> GOAL OF THE EXERCISE
From the listing below, pull each line that includes "lane".

> RECORD EXCERPTS
+++
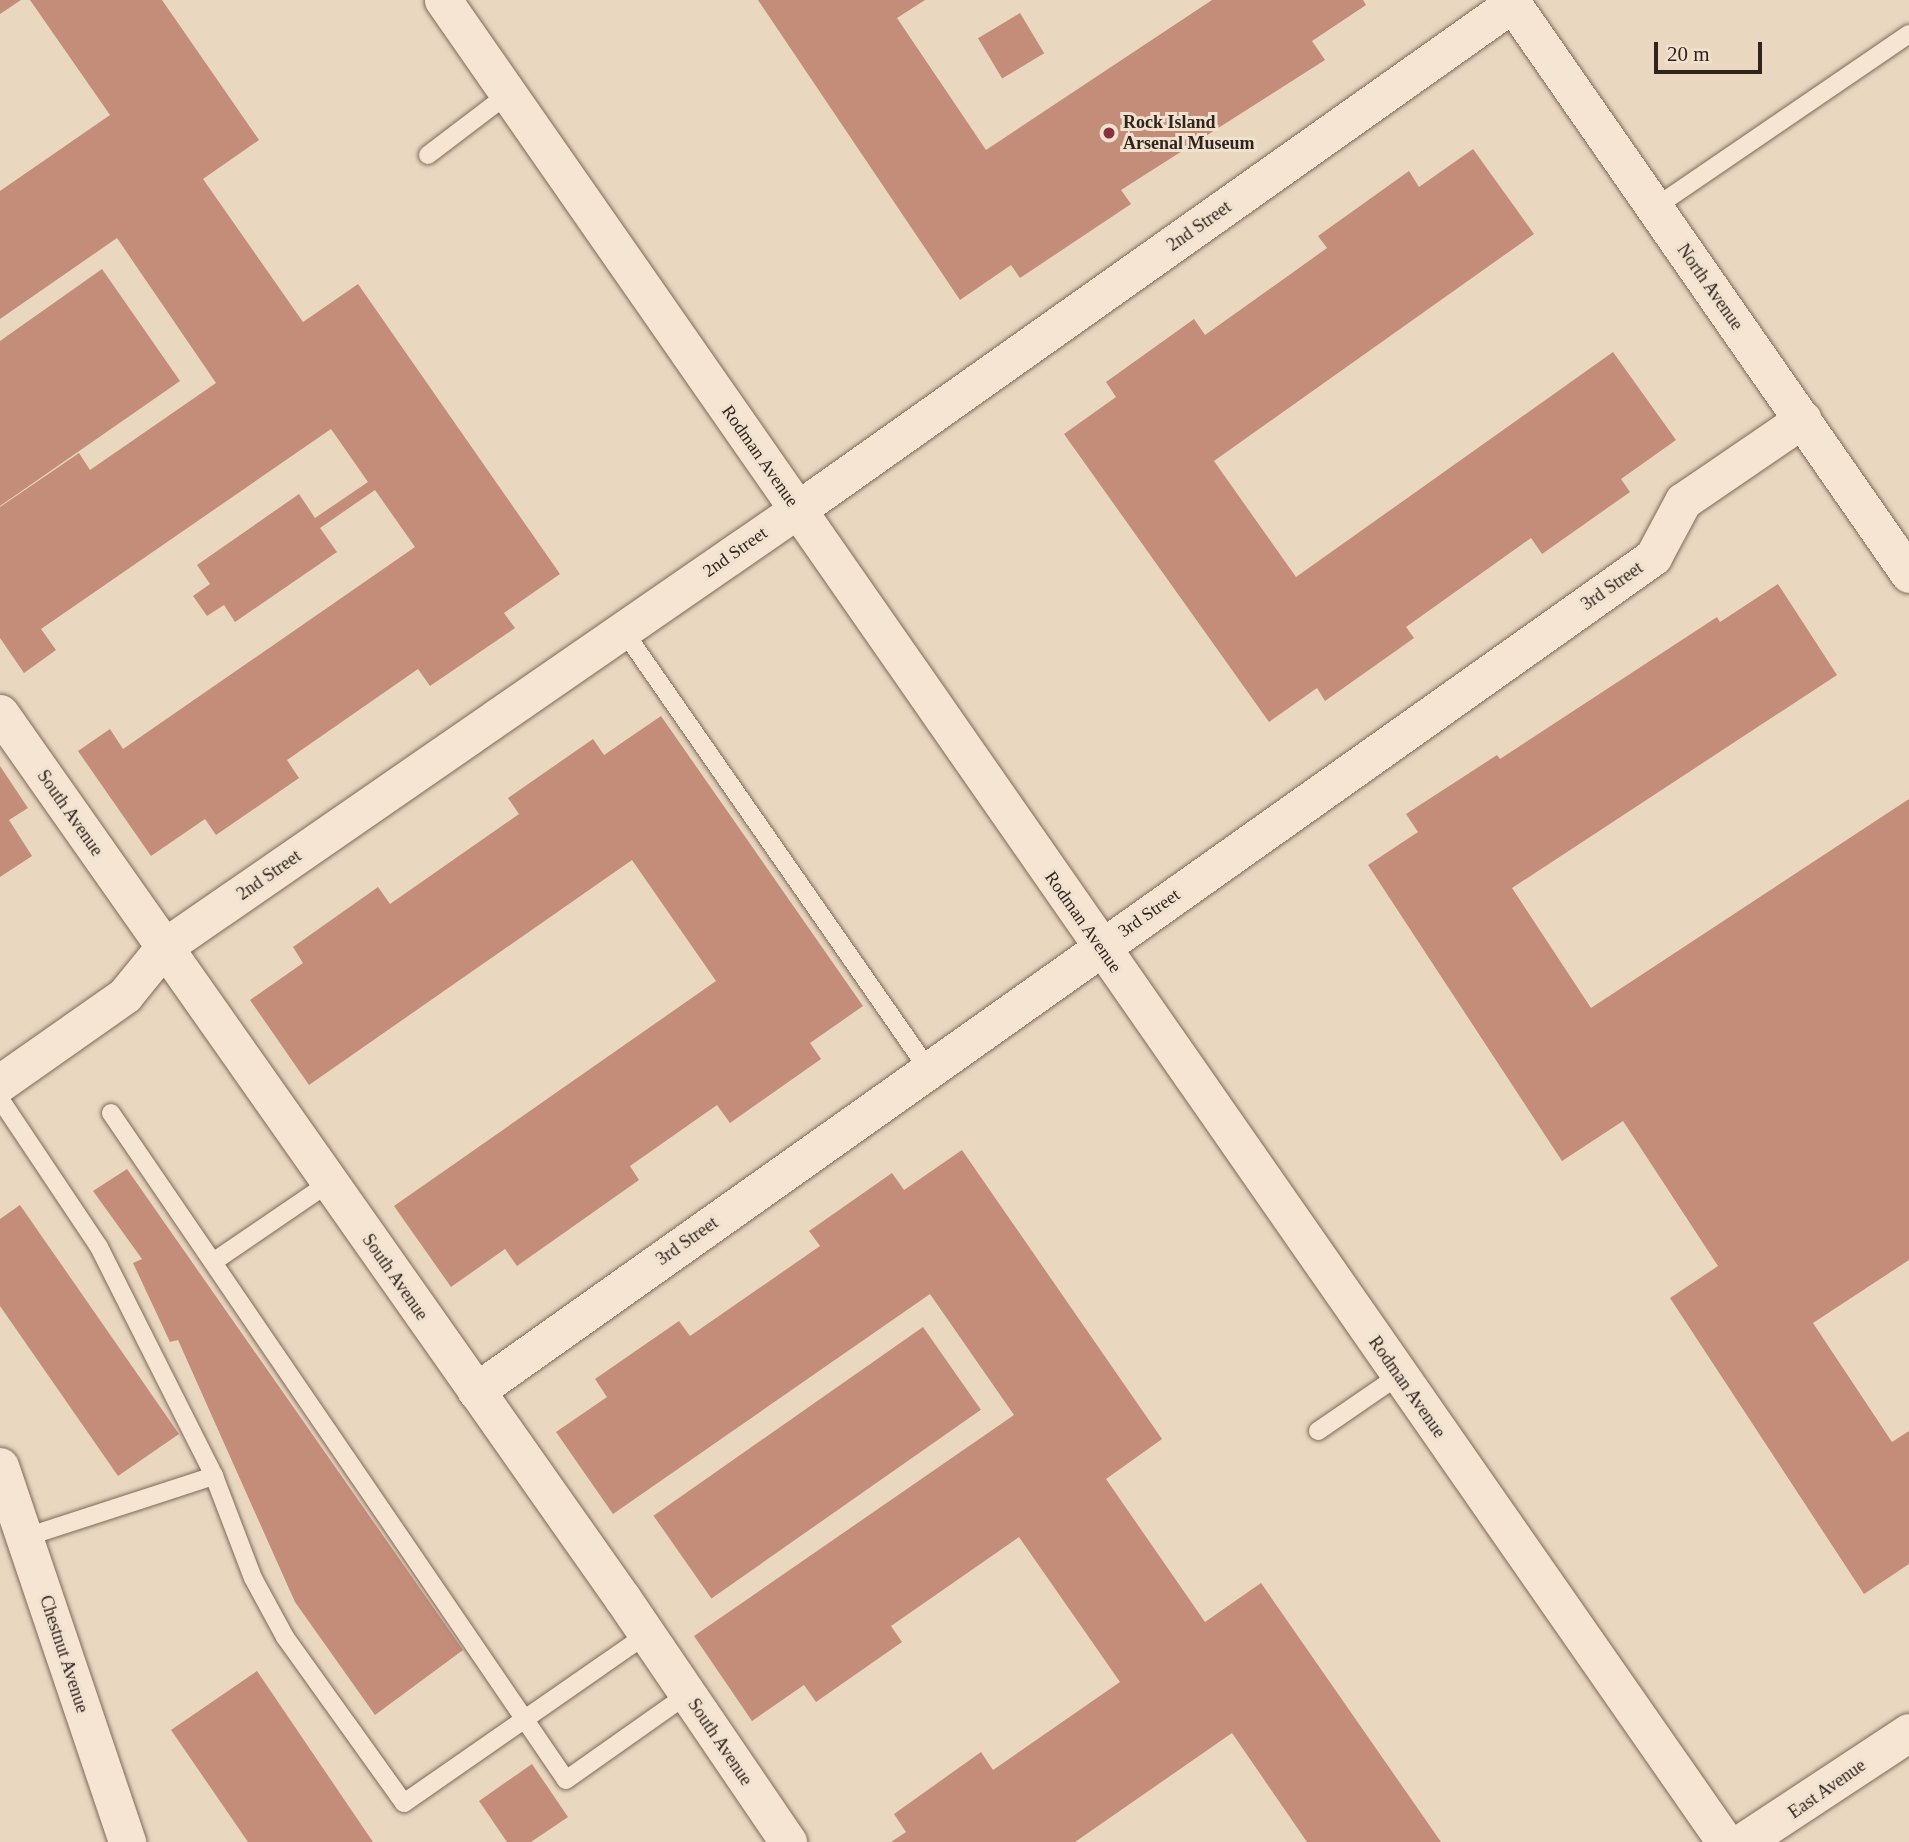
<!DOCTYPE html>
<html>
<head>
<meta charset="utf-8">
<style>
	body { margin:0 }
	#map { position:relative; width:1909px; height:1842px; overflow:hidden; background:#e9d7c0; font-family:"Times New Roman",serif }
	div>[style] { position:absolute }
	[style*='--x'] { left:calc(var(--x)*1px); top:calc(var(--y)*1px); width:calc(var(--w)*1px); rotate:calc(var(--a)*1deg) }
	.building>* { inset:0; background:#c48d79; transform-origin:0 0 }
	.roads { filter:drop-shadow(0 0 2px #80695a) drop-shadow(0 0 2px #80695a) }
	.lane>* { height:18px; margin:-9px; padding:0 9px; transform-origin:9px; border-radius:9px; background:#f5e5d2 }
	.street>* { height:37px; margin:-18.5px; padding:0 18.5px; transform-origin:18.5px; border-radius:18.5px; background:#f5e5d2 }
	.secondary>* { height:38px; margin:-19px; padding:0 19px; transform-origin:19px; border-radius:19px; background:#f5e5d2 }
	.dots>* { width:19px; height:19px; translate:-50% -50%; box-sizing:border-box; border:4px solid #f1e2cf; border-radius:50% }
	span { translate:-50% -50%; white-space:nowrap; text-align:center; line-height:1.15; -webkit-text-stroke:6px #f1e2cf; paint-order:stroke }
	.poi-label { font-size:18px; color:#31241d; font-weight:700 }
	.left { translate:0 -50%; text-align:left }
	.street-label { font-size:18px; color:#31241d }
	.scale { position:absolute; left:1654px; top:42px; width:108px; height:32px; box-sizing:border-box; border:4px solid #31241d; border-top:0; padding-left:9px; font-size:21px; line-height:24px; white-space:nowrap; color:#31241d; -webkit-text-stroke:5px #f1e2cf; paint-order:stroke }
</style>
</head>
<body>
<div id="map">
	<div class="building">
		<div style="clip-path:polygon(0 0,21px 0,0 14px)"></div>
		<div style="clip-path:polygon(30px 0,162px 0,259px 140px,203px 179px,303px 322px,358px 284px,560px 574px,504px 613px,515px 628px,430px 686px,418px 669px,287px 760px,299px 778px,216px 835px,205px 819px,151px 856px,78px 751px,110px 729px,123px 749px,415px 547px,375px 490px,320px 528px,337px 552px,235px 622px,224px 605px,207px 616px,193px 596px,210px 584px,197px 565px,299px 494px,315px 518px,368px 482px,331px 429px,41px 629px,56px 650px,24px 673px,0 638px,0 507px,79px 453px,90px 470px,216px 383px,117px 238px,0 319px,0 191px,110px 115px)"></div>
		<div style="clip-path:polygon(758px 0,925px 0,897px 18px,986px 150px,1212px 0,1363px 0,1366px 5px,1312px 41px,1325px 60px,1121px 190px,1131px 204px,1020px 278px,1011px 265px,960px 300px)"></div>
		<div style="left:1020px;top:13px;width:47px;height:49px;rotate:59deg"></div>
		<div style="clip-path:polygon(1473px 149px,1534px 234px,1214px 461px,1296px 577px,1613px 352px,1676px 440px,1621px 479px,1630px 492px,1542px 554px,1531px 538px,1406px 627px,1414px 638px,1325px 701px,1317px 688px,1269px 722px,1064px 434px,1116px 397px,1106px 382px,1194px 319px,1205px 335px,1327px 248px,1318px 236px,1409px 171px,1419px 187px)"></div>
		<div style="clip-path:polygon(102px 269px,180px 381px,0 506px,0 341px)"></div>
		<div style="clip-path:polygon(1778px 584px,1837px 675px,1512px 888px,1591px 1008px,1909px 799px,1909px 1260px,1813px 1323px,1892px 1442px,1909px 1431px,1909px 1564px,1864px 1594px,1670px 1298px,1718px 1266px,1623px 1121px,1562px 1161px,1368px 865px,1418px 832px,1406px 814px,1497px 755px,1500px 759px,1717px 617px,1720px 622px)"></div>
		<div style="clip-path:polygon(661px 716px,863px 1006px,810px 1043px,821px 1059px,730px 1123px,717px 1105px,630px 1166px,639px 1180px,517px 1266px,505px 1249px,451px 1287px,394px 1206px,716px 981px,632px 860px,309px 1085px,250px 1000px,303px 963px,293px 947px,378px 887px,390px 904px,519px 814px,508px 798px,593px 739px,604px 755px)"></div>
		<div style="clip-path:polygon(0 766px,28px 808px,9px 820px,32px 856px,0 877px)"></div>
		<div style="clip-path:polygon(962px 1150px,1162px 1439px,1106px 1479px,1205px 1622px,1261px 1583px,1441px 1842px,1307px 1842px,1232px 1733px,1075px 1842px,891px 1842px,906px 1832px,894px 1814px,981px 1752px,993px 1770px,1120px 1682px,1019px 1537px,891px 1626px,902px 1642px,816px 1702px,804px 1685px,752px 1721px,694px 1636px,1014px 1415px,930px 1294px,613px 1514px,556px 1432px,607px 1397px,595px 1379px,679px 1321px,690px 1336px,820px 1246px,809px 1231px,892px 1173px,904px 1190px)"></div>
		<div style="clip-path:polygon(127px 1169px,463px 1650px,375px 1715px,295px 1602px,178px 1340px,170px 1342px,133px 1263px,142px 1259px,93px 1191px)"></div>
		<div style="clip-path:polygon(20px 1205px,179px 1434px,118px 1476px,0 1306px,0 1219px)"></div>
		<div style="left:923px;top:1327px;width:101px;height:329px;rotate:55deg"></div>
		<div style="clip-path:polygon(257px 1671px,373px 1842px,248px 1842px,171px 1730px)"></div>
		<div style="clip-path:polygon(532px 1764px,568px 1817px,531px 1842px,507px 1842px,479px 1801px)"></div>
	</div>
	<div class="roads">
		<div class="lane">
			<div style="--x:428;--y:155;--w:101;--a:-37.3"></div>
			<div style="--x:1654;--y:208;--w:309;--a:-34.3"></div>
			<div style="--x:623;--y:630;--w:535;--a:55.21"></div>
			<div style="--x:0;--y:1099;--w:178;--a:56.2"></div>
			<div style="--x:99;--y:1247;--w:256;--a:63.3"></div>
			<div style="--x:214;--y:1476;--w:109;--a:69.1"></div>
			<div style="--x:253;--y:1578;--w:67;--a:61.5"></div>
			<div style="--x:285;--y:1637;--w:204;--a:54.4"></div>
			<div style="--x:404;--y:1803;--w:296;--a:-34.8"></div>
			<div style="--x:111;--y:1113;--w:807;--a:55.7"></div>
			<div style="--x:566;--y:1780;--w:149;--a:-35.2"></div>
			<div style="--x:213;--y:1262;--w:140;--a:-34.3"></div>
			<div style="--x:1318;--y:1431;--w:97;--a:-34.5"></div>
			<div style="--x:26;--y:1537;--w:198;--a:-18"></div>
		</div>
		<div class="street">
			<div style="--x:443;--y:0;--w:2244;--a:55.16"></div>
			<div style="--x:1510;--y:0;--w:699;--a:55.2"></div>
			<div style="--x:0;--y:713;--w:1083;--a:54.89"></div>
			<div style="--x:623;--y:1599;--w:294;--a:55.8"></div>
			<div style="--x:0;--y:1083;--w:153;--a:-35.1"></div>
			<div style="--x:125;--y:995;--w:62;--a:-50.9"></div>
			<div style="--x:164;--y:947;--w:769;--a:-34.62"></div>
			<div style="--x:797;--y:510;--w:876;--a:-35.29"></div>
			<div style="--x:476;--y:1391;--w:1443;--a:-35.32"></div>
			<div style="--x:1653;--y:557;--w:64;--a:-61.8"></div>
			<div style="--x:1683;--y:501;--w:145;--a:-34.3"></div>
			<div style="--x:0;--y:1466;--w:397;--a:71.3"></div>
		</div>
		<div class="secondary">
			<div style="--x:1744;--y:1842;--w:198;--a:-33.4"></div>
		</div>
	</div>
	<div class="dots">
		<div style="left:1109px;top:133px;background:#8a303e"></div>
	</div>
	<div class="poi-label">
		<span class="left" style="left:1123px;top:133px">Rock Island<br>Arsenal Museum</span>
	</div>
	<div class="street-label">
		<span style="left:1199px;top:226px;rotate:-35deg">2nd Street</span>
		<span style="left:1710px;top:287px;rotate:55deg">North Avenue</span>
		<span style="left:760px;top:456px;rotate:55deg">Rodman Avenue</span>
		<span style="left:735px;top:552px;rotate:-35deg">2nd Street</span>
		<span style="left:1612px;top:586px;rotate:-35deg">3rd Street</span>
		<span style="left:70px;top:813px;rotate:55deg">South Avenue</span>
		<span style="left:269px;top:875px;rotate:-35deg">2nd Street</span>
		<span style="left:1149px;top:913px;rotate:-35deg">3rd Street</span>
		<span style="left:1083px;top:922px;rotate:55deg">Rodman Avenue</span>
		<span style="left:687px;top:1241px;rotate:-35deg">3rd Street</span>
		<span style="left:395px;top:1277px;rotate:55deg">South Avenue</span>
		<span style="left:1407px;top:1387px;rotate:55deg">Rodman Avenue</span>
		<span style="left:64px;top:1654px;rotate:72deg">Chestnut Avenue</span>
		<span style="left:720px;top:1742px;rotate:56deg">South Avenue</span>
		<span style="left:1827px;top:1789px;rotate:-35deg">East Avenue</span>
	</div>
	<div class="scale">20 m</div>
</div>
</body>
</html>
+++
> REPLY
	.lane>* { height:18px; margin:-9px; padding:0 9px; transform-origin:9px; border-radius:9px; background:#f5e5d2 }
		<div class="lane">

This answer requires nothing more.